Many studies reviewed reported technology issues [34, 35, 37, 44, 51, 52]. One recommendation put forward was to provide basic information technology (IT) training to clinicians  to equip them with solutions for common technology issues that may arise during a telehealth appointment. Another important consideration for using telehealth methods to diagnose ASD is that this modality is likely not appropriate for all children—particularly those who are extremely young or who display either subtle signs of ASD or are severely impaired . Other researchers reported challenges communicating with parents about either task directions or how to set up specific play scenarios (36;44) along with challenges related to the home environment (e.g., other people in the room, the presence of distractions) .
While many community and private clinics continue to advertise the use of telehealth, it is important to examine empirical evidence supporting this diagnostic alternative. Given that telehealth is often promoted as a means to improve access to diagnostic services for under-resourced and rural communities, future studies should prioritize the collection and reporting of data that inform these assumptions, including sample socioeconomic status, ethnicity, and community type. As noted above, most studies included in the current review were published in the USA with Caucasian participants under 7 years of age. Future studies using telehealth should consciously include more age, gender, race, and ethnic diversity. An understanding of how such family and environmental characteristics influence outcomes of telehealth methods for ASD diagnosis would aid in the growing body of evidence on its usefulness and convenience for both families and providers.

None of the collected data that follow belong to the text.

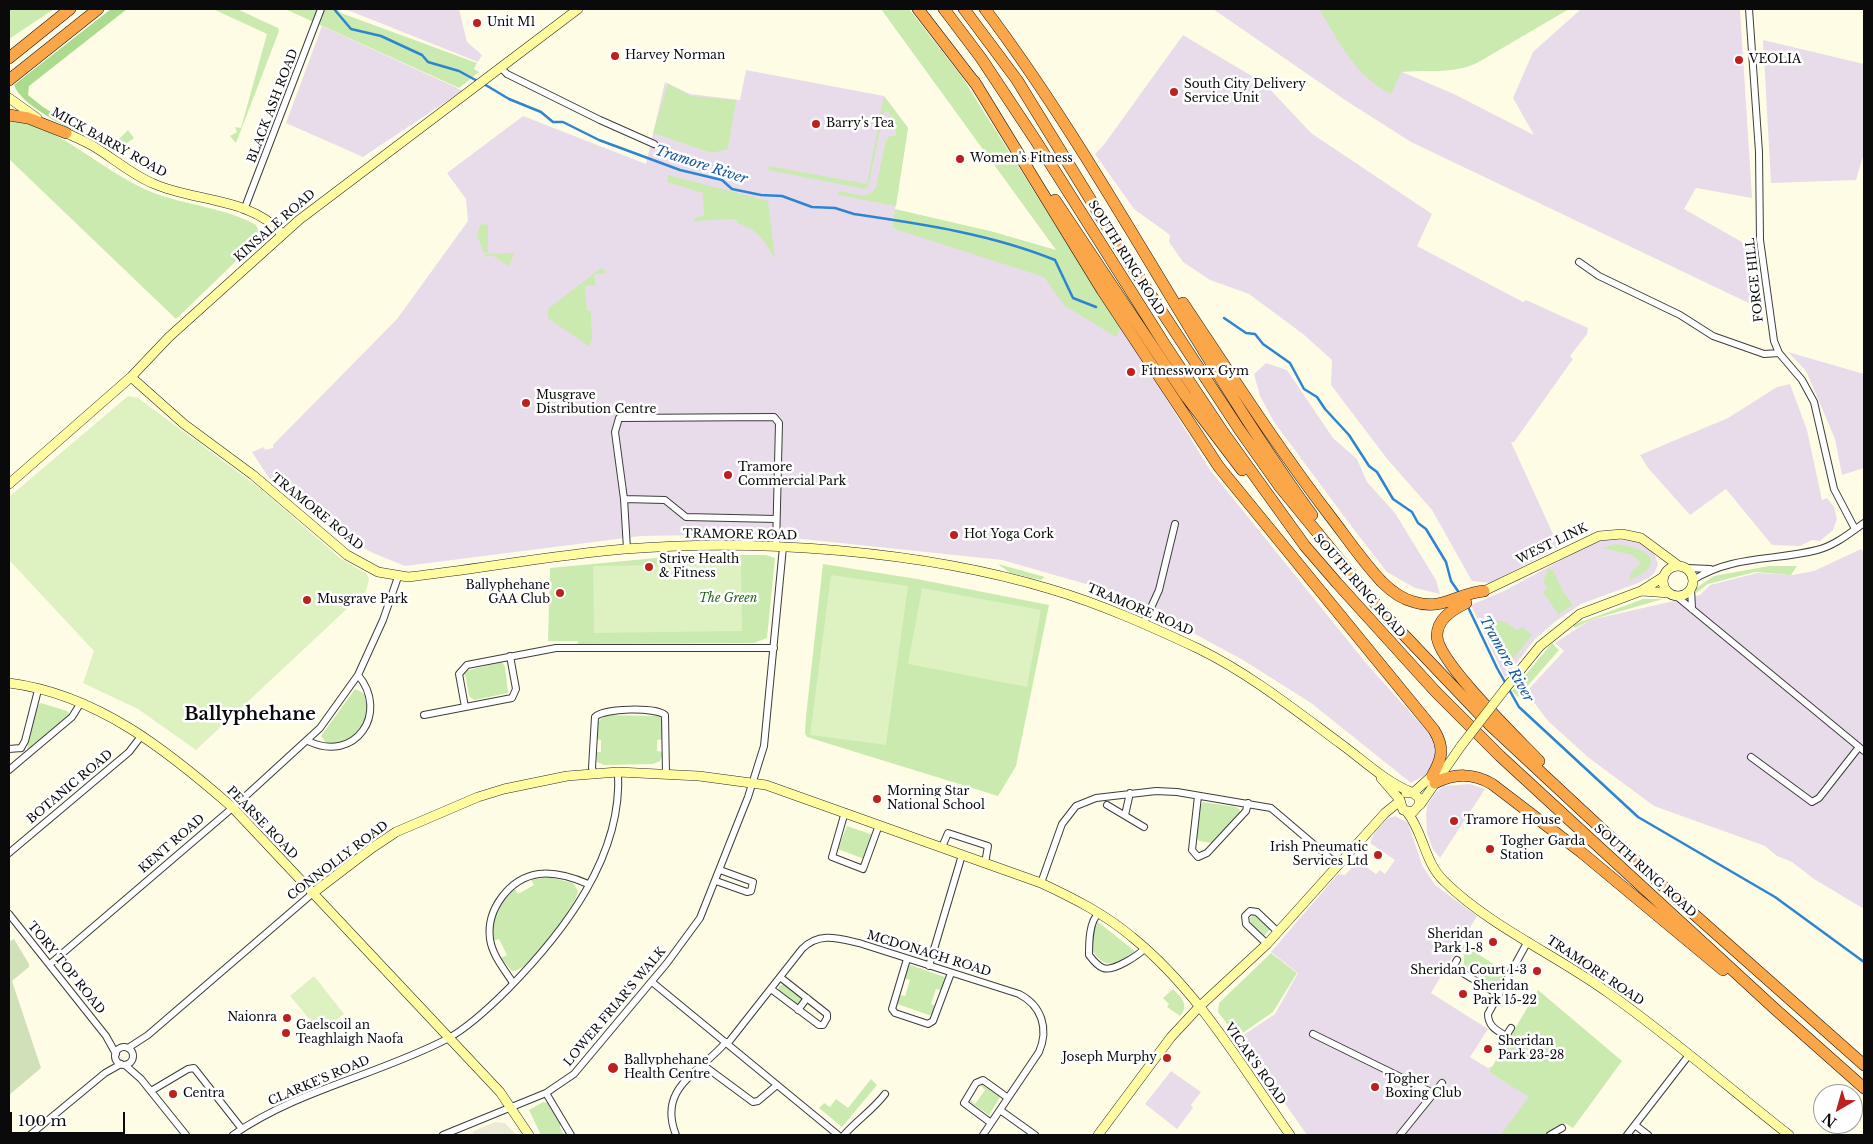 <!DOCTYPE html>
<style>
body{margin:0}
#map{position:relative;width:1873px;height:1144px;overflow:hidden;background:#fffce6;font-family:"Libre Baskerville",serif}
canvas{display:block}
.frame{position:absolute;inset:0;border:10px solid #0a0a0a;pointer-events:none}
.north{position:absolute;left:1813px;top:1084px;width:50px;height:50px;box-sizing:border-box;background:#fff;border:1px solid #9d9d9d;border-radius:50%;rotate:218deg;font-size:14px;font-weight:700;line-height:20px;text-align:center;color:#0a0a0a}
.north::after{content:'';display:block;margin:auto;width:18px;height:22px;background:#bd211e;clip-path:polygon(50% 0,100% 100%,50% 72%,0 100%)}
.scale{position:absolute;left:10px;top:1112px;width:115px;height:22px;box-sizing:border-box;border:2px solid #0a0a0a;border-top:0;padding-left:6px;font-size:15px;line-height:18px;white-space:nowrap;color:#0a0a0a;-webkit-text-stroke:4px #fff;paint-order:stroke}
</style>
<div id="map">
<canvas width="1873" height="1144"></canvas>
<div class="frame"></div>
<div class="north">N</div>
<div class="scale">100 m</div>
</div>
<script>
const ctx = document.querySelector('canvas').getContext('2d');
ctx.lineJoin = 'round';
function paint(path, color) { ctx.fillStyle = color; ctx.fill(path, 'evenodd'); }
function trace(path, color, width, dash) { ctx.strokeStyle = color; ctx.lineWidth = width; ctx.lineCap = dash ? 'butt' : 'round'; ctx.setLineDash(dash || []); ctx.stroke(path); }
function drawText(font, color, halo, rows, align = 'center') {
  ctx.font = font + ' "Libre Baskerville",serif'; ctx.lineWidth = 5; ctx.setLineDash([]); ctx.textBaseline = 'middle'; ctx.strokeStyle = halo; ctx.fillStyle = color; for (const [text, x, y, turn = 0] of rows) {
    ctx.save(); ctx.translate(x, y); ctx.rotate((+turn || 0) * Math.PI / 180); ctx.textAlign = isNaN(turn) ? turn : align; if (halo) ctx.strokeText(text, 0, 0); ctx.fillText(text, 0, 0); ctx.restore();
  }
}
paint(new Path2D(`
 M345 9H459L467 42 482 55 478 62Z
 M1213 9H1331L1395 69 1454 94 1534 135 1513 98 1533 52 1581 9H1740L1752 198 1696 188 1684 209 1749 246 1757 307 1411 142 1348 102Z
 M322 26 455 87 462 91 363 157 286 123Z
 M1183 35 1265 84 1311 133 1432 214 1417 246 1523 302 1526 300 1588 328 1587 334 1570 356 1573 359 1514 442H1511L1559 547 1490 583 1472 581 1432 510 1388 460 1331 385 1332 360 1303 334 1249 294 1210 280 1183 262 1169 242 1170 235 1134 209 1095 154 1103 146Z
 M1763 40 1864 64V153L1856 180 1771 183Z
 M746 70 884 96 908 128 892 228 1089 280 1161 390 1210 470 1366 663 1435 740 1437 752 1434 764 1425 775 1411 783 1311 703 1243 660 1121 594 1002 560 764 535H702L641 536 405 566 373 553 333 531 269 478 252 452 264 447 265 450 273 448V445L397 319 468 221 466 199 447 173 523 116 646 164 665 82 690 94 740 100Z
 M1788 352 1864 374V468L1842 475 1835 439 1806 371Z
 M1266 363 1287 370 1333 438 1357 459 1367 482 1395 513 1436 580 1440 594 1415 588 1387 572 1355 531 1274 422 1260 396 1254 374Z
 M1790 384 1807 430 1822 500 1827 498 1834 507 1837 519 1833 530 1820 541 1812 540 1800 546 1772 545 1726 489 1690 515 1648 468 1640 455 1728 418 1777 387Z
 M1607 538 1641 542 1653 550 1658 564 1655 572 1650 577 1638 583 1581 604 1556 621 1535 639 1505 678 1471 605 1504 591 1591 544Z
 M1861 549 1864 552V909L1814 879 1792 862 1777 856 1765 846 1654 806 1589 758 1548 721 1526 692 1564 651 1555 643 1590 620 1700 595 1710 585 1757 573 1793 575 1814 571Z
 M1470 784 1485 789 1440 858 1433 849 1427 833 1426 814 1428 804 1435 793 1444 786Z
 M1395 816 1408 823 1422 865 1435 885 1477 916 1431 993 1488 1029 1470 1057 1488 1068 1493 1066 1489 1072 1530 1097 1500 1135H1307L1239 1038 1275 1014 1298 973 1271 952 1338 874 1345 875 1358 861 1376 874 1380 870 1385 874 1395 860 1370 843 1374 834 1387 819Z
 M1171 1071 1201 1092 1191 1105 1193 1108 1177 1129 1145 1104Z`), '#e9dcea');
paint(new Path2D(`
 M9 9H54L9 39Z
 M213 9H237L278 28 279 31 236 143 230 136 237 132 235 127 241 128 267 34Z
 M285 9H337L341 13 477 63 474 69 479 72 459 88Z
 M881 9H909L962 77 1120 328 1116 337 1064 305 1044 277 892 228 895 209 994 232 1056 250Z
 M1319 9H1569L1477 63C1449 75 1430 69 1401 72L1391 94C1354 75 1340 43 1319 9Z
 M668 84 691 96 736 100 728 149 712 153 653 133Z
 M884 96 908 128 896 206 838 195 839 191C852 193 868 201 876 187L886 140 890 136H896V130L888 125 889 112 884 111 868 187 865 189 768 170 769 166 867 184Z
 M9 118C65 129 103 173 154 193 188 206 224 207 256 225L261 237 176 319 9 159Z
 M128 130 134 138 116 151 112 146Z
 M668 175 768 201 775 259C765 241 758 229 737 223L736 219 693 221 696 217 704 216 703 193 667 182Z
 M483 224 488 225V252L484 253 477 235 480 225Z
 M515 253 508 266 492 255 486 257 485 254Z
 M601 268 605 270V274H595V285L585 286 587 311H591L592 341 588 346 548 318V309Z
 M1615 544C1627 545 1666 553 1645 572 1641 576 1633 577 1628 581L1632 571 1641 563 1632 555 1603 548Z
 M688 555H766L775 558 767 638 754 643 578 644V641H548L550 568Z
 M823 564 917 579 1049 605 1016 766 998 796 807 737 805 733 806 716Z
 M998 564 1045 577 1041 580 1010 573Z
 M1769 566H1797L1791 575 1755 572 1708 584 1696 593V588L1714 576Z
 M1548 569 1553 570 1564 593 1573 605 1558 614 1543 592 1548 588 1543 582Z
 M1643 599H1663L1590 620 1575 628 1573 625Z
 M1494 620 1505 622 1517 630 1522 627 1532 635 1506 668 1492 642 1495 634 1491 623Z
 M1552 643 1559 650 1518 697 1512 691Z
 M502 662 505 667 508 693 474 700 469 696 465 673 469 670Z
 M355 689C377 695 366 725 354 736 346 743 337 744 327 744L321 736Z
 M41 703 67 711 71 716 27 750 36 706Z
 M605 715 660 716 663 719V739L657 740V751L664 752 660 761 653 764 604 765 597 762 596 752H601V740L596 739 598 722Z
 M1203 802 1236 807 1240 810 1239 815 1212 843 1199 841 1196 837 1199 808Z
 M847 826 873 835 864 859 838 849Z
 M549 877 573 883 578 891 576 898C566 915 531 972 512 971L501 958 507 955 499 939 493 941C490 920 499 903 515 889L518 894 534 885 531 880Z
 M1254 915 1270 929 1264 936 1251 924 1250 918Z
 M1098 922 1136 952V954C1117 963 1107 972 1092 950L1094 931Z
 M1461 943 1506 972 1499 984 1495 985 1464 967V955L1456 951Z
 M1271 953 1297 973 1273 1012 1237 1037 1218 1012 1219 1003Z
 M910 965 945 977 942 990 936 989 931 1004 937 1006 933 1014 929 1015 897 1004 899 995 905 996 910 980 903 978Z
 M784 984 802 997 796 1006 778 992 779 986Z
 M1173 989C1181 998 1190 1004 1180 1016L1167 1007 1169 1004 1163 998Z
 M1538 990 1622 1061 1573 1128 1565 1123 1546 1135H1500L1529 1097 1489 1072Z
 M871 1079 877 1085 842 1127 819 1108 824 1103 830 1107 836 1099 848 1108Z
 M983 1085 1000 1097 989 1115 970 1102V1100L975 1104 985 1090 981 1086Z
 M543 1102 549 1103 561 1123 560 1127 564 1135H541L529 1110Z`), '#caeaaf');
paint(new Path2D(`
 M111 9H127L29 86 28 95 43 107 82 131 80 134C62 124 21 105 14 85Z`), '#abdb8e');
paint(new Path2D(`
 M9 938 11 941 14 939 29 964V967L12 981 41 1068 9 1095Z`), '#d0e0b8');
paint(new Path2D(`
 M128 396 138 398 257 486 341 559 367 574 369 579 366 591 196 750 138 709 83 683 94 651 9 560V497Z
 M741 564 742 631 594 633 593 566Z
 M831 575 908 586 886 745 810 735Z
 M922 588 1041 610 1027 687 908 664Z
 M314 976 344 1014 321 1033 290 996Z`), '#ddf1c1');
paint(new Path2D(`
 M495 1122 505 1123 516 1135H476L472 1132Z`), '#ede9d7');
trace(new Path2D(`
 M334 9 351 29 381 36 422 55 428 62 459 71 479 82
 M484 84 509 99 541 112 553 122H563L599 140 680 170 722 180 732 189 761 195 782 196 812 207 835 208 854 214C922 224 991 234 1055 260L1073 298 1096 307
 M1224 318 1246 333 1255 334 1263 344 1290 363 1304 389 1317 397 1325 409 1349 435 1369 466 1377 472 1393 499 1412 512 1418 523 1426 529 1446 562 1451 581 1460 594
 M1468 607 1497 668 1519 707 1638 817 1775 897 1864 962`), '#2d85d2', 2.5);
const street = new Path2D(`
 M1749 9 1759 152 1760 240 1774 341 1779 353 1802 380 1814 402 1834 489 1855 529
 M500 67 507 74 600 120 654 144
 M244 210 321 9
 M1579 262 1599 276 1680 315 1713 336 1764 354 1779 353
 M624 499 615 432 619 418 774 417 779 423 776 547
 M627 549 624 499 665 500 686 517 776 519
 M1687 568 1710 569
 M1693 580C1732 555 1774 561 1817 550 1834 546 1850 533 1864 523
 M1691 588 1692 609
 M1675 595 1864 751
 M1144 623 1159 590 1175 524
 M465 707 459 674 467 665 556 648H774
 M424 715 512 698 516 689 510 656
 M308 741C355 764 390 713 358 675
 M21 748 25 741 38 690
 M9 749 21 748
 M1751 757 1812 802 1819 798 1859 747
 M9 770 72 717 80 704
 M594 773 592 768 595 717C603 708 656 707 665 715L666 774
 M1198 796 1192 850 1198 857 1207 853 1246 811 1248 803
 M1107 805 1144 827
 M845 812 832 857 863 869 879 825
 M1125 815 1130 793
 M942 847 948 833 988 846 985 863
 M9 853 129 752 142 735
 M716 881 747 892 751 891 753 882 720 870
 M1041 883 1062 824 1076 806 1096 798 1156 791 1177 792 1271 808 1338 865
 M1099 913C1089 921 1089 943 1089 955 1092 959 1098 966 1103 968 1113 972 1139 955 1145 948
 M9 914 106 1036 116 1054
 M1267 944 1246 924 1245 916 1250 911 1257 912 1278 932
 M907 959 892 1009 895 1013 928 1024 933 1021 951 973
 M1457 960 1453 967 1499 995
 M50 964 237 804 320 728 358 675 383 620 398 577
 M929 966 962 855
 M652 982 838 1135
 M513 983C505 970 492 955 490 939 486 909 510 878 539 874 556 872 572 877 588 884
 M771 989 819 1025H823L827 1018V1014L780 977
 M798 1010 807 998
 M1511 1028 1506 1036C1496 1030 1488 1026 1488 1014L1528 941
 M1313 1034 1433 1093
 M728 1043 802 949C819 932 837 938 859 943L1019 994C1042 1006 1049 1029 1039 1052L983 1135
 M115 1056a9 9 0 1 1 18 0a9 9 0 1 1-18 0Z
 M128 1048 148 1035 313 893
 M125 1065 141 1079 186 1135
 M703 1065 753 1102 758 1101 777 1085
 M151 1091 188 1069 194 1068 242 1129
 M546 1093 571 1135
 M1000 1110 1035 1135
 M991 1123 964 1103 976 1083 983 1080 1008 1098
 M1635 1125 1648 1135
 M30 1135 105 1073 121 1064
 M233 1135C297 1090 378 1075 447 1039 469 1027 490 1007 508 989 564 932 623 856 618 772
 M443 1135 546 1093 574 1074 667 963 700 918 748 797 764 746 783 547
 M676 1135C657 1087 700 1073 726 1042
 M844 1135C857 1120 873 1110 885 1094
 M1400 1135 1442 1083
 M1550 1135 1562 1128
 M1627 1135 1689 1055`);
const secondary = new Path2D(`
 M9 98 37 118
 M62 131C72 136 83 140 93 146 113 158 131 174 152 183 193 202 251 197 282 234
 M131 377 184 424 253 475 347 555 378 572 408 577C480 569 552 555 625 549 757 538 924 551 1050 589 1101 604 1150 626 1199 649 1250 674 1295 710 1341 744 1363 760 1386 782 1411 792
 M9 484 131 377 169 337 299 220 578 9
 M1663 581a15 15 0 1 1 30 0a15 15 0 1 1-30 0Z
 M1484 591 1599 536 1622 534 1641 538 1679 566
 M1642 591 1669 593
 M9 683C97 694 168 751 232 807L500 1092 529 1135
 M1505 689 1540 646 1580 614 1641 591 1663 577
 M1381 778 1400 800 1403 810 1413 812 1419 805V798L1413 793H1406
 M1413 793 1435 773
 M1420 805 1461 746
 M1407 812C1424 833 1424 862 1444 881 1489 926 1558 956 1610 994 1672 1038 1729 1088 1789 1135
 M313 893 372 848 396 832 478 797 504 789 567 776 618 772 699 776 766 785 1041 883C1073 898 1105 914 1132 937 1198 990 1242 1067 1290 1135
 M1098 1135 1171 1037 1199 1007 1267 944 1385 813 1400 801`);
const highway = new Path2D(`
 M918 9 978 87
 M944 9 981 58 1036 141 1165 345 1223 432 1305 546 1337 583 1435 691 1500 756 1775 1009 1864 1088
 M964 9 1017 80 1122 251 1239 429 1280 487 1384 614 1490 725 1678 900 1864 1065
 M985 9C1106 170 1194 353 1312 515
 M9 58 70 9
 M9 80 98 9
 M974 81 1102 290 1219 467 1434 730C1445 748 1442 759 1432 776
 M9 115 28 118 66 133
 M1055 200 1185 395 1242 470
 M1183 303C1231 375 1278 448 1330 516 1347 538 1363 562 1382 582 1391 591 1402 599 1414 602 1443 611 1458 593 1484 591
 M1466 603C1452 610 1437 619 1437 636 1437 661 1518 739 1539 761
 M1435 783C1454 773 1474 773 1492 784L1581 852 1723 970`);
trace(street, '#3d3d3d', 8);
trace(secondary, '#2c2c2c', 10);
trace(highway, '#1b1b1b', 12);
trace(street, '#fff', 6);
trace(secondary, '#fffba1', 9);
trace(highway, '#fba648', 11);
const secondaryBridge = new Path2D(`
 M1461 746 1505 689`);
trace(secondaryBridge, '#2c2c2c', 10, []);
trace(secondaryBridge, '#fffba1', 9);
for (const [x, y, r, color] of [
 [477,23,5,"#bd211e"],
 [615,56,5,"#bd211e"],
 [1739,60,5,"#bd211e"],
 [1174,92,5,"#bd211e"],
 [816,124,5,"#bd211e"],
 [960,159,5,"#bd211e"],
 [1131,372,5,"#bd211e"],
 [526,403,5,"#bd211e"],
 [728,475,5,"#bd211e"],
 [954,535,5,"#bd211e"],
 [649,567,5,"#bd211e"],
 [560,593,5,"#bd211e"],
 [307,600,5,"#bd211e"],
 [877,799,5,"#bd211e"],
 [1454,821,5,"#bd211e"],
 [1490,849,5,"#bd211e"],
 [1378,855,5,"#bd211e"],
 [1493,942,5,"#bd211e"],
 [1537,971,5,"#bd211e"],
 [1463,994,5,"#bd211e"],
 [287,1018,5,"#bd211e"],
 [286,1033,5,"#bd211e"],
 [1488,1049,5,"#bd211e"],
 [1167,1058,5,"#bd211e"],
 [613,1068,6,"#bd211e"],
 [1375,1087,5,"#bd211e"],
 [173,1094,5,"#bd211e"]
]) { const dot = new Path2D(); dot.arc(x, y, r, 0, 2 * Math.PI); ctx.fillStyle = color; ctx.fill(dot); trace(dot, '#fff', 2); }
drawText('12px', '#0a0a0a', '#fff', [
 ["Unit M1",487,23],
 ["Harvey Norman",625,56],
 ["VEOLIA",1749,60],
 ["South City Delivery",1184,85],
 ["Service Unit",1184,99],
 ["Barry's Tea",826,124],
 ["Women's Fitness",970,159],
 ["Fitnessworx Gym",1141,372],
 ["Musgrave",536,396],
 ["Distribution Centre",536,410],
 ["Tramore",738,468],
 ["Commercial Park",738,482],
 ["Hot Yoga Cork",964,535],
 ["Strive Health",659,560],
 ["& Fitness",659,574],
 ["Ballyphehane",550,586,"right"],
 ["GAA Club",550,600,"right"],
 ["Musgrave Park",317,600],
 ["Morning Star",887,792],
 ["National School",887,806],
 ["Tramore House",1464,821],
 ["Togher Garda",1500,842],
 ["Station",1500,856],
 ["Irish Pneumatic",1368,848,"right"],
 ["Services Ltd",1368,862,"right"],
 ["Sheridan",1483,935,"right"],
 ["Park 1-8",1483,949,"right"],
 ["Sheridan Court 1-3",1527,971,"right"],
 ["Sheridan",1473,987],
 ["Park 15-22",1473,1001],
 ["Naionra",277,1018,"right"],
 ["Gaelscoil an",296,1026],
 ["Teaghlaigh Naofa",296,1040],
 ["Sheridan",1498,1042],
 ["Park 23-28",1498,1056],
 ["Joseph Murphy",1157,1058,"right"],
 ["Ballyphehane",624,1061],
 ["Health Centre",624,1075],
 ["Togher",1385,1080],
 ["Boxing Club",1385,1094],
 ["Centra",183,1094]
], 'left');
drawText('12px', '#0a0a0a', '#fff', [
 ["BLACK ASH ROAD",273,106,-69],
 ["MICK BARRY ROAD",109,143,29],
 ["KINSALE ROAD",275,226,-41],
 ["SOUTH RING ROAD",1126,258,58],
 ["FORGE HILL",1755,280,-96],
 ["TRAMORE ROAD",317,512,39],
 ["TRAMORE ROAD",740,535,1],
 ["WEST LINK",1552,544,-26],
 ["SOUTH RING ROAD",1359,586,49],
 ["TRAMORE ROAD",1140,610,23],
 ["BOTANIC ROAD",70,787,-40],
 ["PEARSE ROAD",262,823,46],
 ["KENT ROAD",172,844,-41],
 ["CONNOLLY ROAD",338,861,-37],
 ["SOUTH RING ROAD",1645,871,42],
 ["MCDONAGH ROAD",929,954,17],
 ["TORY TOP ROAD",66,968,51],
 ["TRAMORE ROAD",1595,971,34],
 ["LOWER FRIAR'S WALK",615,1007,-50],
 ["VICAR'S ROAD",1255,1064,55],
 ["CLARKE'S ROAD",319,1081,-23]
]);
drawText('italic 12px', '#236219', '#fff', [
 ["The Green",728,599]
]);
drawText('italic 14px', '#10569e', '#fff', [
 ["Tramore River",701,165,18],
 ["Tramore River",1506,659,61]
]);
drawText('bold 18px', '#0a0a0a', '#fff', [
 ["Ballyphehane",250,715]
]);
</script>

Going forward, telehealth methods are likely to become more pervasive, particularly considering increasing costs of obtaining an evaluation (e.g., travel time, parents needing to take time off work to get children assessed, lack of available providers in rural areas) and barriers imposed by health concerns, such as pandemics. Professionals involved in screening and diagnosis for ASD should continue to validate new procedures; this is important so that screening centers do not become captive to one measure or set of procedures. Although the ADOS-2, as originally conceived, has stood as one of the two “gold standard” assessments for ASD, it is not always feasible to administer, particularly in community or school settings (as opposed to clinics or university settings). Barriers to administering the ADOS-2 still exist, including: an increasing population of children who are considered at-risk for ASD, a limited number of trained diagnosticians raising issues of fidelity in ADOS-2 administration, lack of equitable access to screening, particularly among underrepresented groups, and costs. Nonetheless, it is incontestable that telehealth has enabled autism diagnosis services, including the use of gold-standard instruments, to continue to fill a service need. With ever-improving technologies, it may not ultimately be THE answer; regardless, in all cases, the metrics of reliability, validity, and feasibility are paramount.